他拿起桌上的手搖電話,似乎是準備叫護士進來:“別再耍小孩子脾氣了,好好在醫院陪着歲歲。有甚麼事給我發電報,只要我有空,一定會回的。”
可每次遇見危險時,我寫給他的信、拍給他的電報,換來的永遠只有公事公辦的冷漠回覆。
他見我還是一動不動,嘆了口氣,語氣裏帶着幾分寬慰:“行了,柚禾那邊真的很危險,我先過去了。

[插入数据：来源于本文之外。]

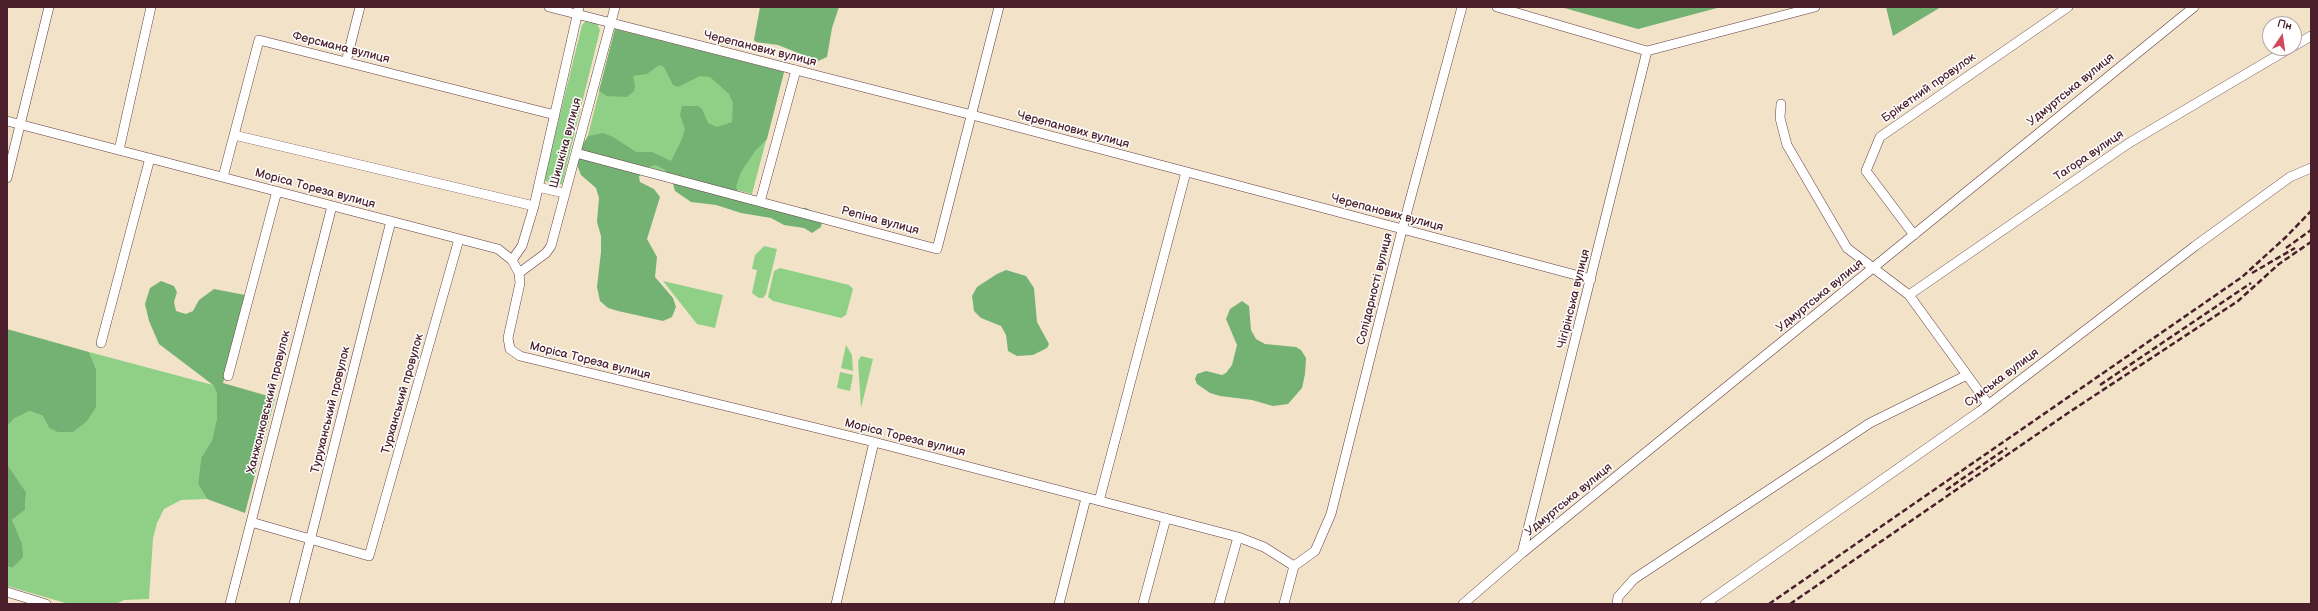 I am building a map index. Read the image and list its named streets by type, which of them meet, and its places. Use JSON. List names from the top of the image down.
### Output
{
  "streets": {
    "street": [
      "Ферсмана вулиця",
      "Черепанових вулиця",
      "Брiкетний провулок",
      "Удмуртська вулиця",
      "Шишкiна вулиця",
      "Тагора вулиця",
      "Моріса Тореза вулиця",
      "Репiна вулиця",
      "Солідарності вулиця",
      "Чiгiрiнська вулиця",
      "Сумська вулиця",
      "Турханський провулок",
      "Ханжонковський провулок",
      "Туруханський провулок"
    ]
  },
  "crossings": [
    ["Ферсмана вулиця", "Моріса Тореза вулиця"],
    ["Черепанових вулиця", "Шишкiна вулиця"],
    ["Черепанових вулиця", "Репiна вулиця"],
    ["Черепанових вулиця", "Солідарності вулиця"],
    ["Черепанових вулиця", "Чiгiрiнська вулиця"],
    ["Брiкетний провулок", "Удмуртська вулиця"],
    ["Удмуртська вулиця", "Чiгiрiнська вулиця"],
    ["Шишкiна вулиця", "Моріса Тореза вулиця"],
    ["Шишкiна вулиця", "Репiна вулиця"],
    ["Моріса Тореза вулиця", "Солідарності вулиця"],
    ["Моріса Тореза вулиця", "Турханський провулок"],
    ["Моріса Тореза вулиця", "Ханжонковський провулок"],
    ["Моріса Тореза вулиця", "Туруханський провулок"],
    ["Турханський провулок", "Туруханський провулок"]
  ],
  "north": "top"
}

你要是實在受不了,等這事過了,我申請調回原單位,好不好?”
說完,他不再看我一眼,轉身匆匆離去。
我緩緩閉上眼,嘴角的膠布已經被血浸透,撕裂的傷口鑽心地疼。
但我只覺得好冷。
原來在他的世界裏,我和歲歲的命,加起來也抵不過蘇柚禾的一聲咳嗽。
護士推門進來時,嚇得尖叫了一聲。
“夏同志!你怎麼......”
她手忙腳亂地解開皮帶,想要檢查我的傷勢。
我推開她,一路狂奔到太平間。
歲歲躺在那裏,小小的身體被白牀單覆蓋。
我顫抖着手掀開一角,看見她灰敗的小臉,眼角還掛着淚。
曾經,顧沉舟也是個好爸爸,好丈夫。
記憶像潮水般湧來。
剛結婚那會兒,他會在下雨天揹着我過積水,會把第一個月的糧票和工資全都交給我,會爲了給我買一碗巷口的餛飩跑遍半個城區。

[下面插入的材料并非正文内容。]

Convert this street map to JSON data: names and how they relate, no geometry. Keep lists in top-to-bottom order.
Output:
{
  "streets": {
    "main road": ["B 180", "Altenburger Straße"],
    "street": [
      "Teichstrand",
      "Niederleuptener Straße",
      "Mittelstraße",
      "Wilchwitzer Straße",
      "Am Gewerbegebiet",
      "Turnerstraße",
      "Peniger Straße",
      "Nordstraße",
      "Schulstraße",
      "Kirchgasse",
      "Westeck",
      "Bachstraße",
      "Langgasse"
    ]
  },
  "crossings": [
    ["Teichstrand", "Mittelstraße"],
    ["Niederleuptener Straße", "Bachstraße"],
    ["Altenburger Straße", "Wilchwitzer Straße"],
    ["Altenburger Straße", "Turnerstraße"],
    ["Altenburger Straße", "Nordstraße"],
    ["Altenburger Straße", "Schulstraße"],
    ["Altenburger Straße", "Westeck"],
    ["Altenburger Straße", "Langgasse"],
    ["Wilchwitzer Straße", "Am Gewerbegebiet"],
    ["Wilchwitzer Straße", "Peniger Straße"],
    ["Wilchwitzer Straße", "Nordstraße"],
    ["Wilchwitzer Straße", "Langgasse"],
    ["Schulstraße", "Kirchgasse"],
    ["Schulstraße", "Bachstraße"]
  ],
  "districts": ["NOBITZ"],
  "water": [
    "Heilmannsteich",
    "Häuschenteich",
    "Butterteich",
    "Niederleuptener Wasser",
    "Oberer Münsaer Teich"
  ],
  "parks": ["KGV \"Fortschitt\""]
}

歲歲出生那天,他抱着那個皺巴巴的小嬰兒,哭得像個傻子,說:“清念,謝謝你給了我一個家。”
那時候的我們,是真的幸福的啊。
爲甚麼會變成這樣?
我撫摸着女兒冰涼的臉頰,心口痛得像被人活活剜掉了一塊肉。
我後悔了,真的後悔了。
如果早一點看清他的虛僞,早一點帶歲歲離開那個冷冰冰的家,是不是就不會有今天?
我收拾了歲歲的遺物。
書包裏,有一張皺巴巴的信紙,那是她寫的作文。
我展開信紙,上面寫着一篇作文,題目是《我的爸爸》。
“我的爸爸是個英雄,雖然他很忙,但他答應過我要帶我去公園坐飛機。媽媽說爸爸在大西北修鐵路,等鐵路修好了,他就會回來陪我吹蠟燭。爸爸,我已經學會繫鞋帶了,你甚麼時候回來教我騎自行車呀?”
畫紙上,三個歪歪扭扭的火柴人手牽着手。
我死死攥着那張紙,指甲掐破了掌心。
顧沉舟,在歲歲最需要他的時候,在她發燒住院的時候,在她第一次上臺表演的時候,在她被車撞的瀕死時候......
他一次都沒有出現過。
而我,也不應該再等着這段沒有歸期的愛了。
隔天,我去單位遞交辭職報告時,收發室送來了一封他的回信。
依舊是那種熟悉的、公文化的語調:“注意身體,工作不要太勞累。”
我把信紙狠狠揉成一團,扔進了爐子裏。
這一刻,我終於徹底清醒。
在他的心裏,夏清念永遠是那個會爲了家庭忍氣吞聲,無論他做甚麼都會在原地等他的傻瓜。
當初“援建大西北”的名額,我想了五年。
五年前,我剛懷孕,季沉說家裏需要我,我退了。
四年前,歲歲剛出生,他說孩子離不開媽媽,我又退了。
三年前,他說蘇柚禾初來乍到,需要他照顧,我再次選擇了留守。
每一次退讓,都成了他肆無忌憚傷害我的籌碼。
這一次,我沒再問他,也沒再等他批准。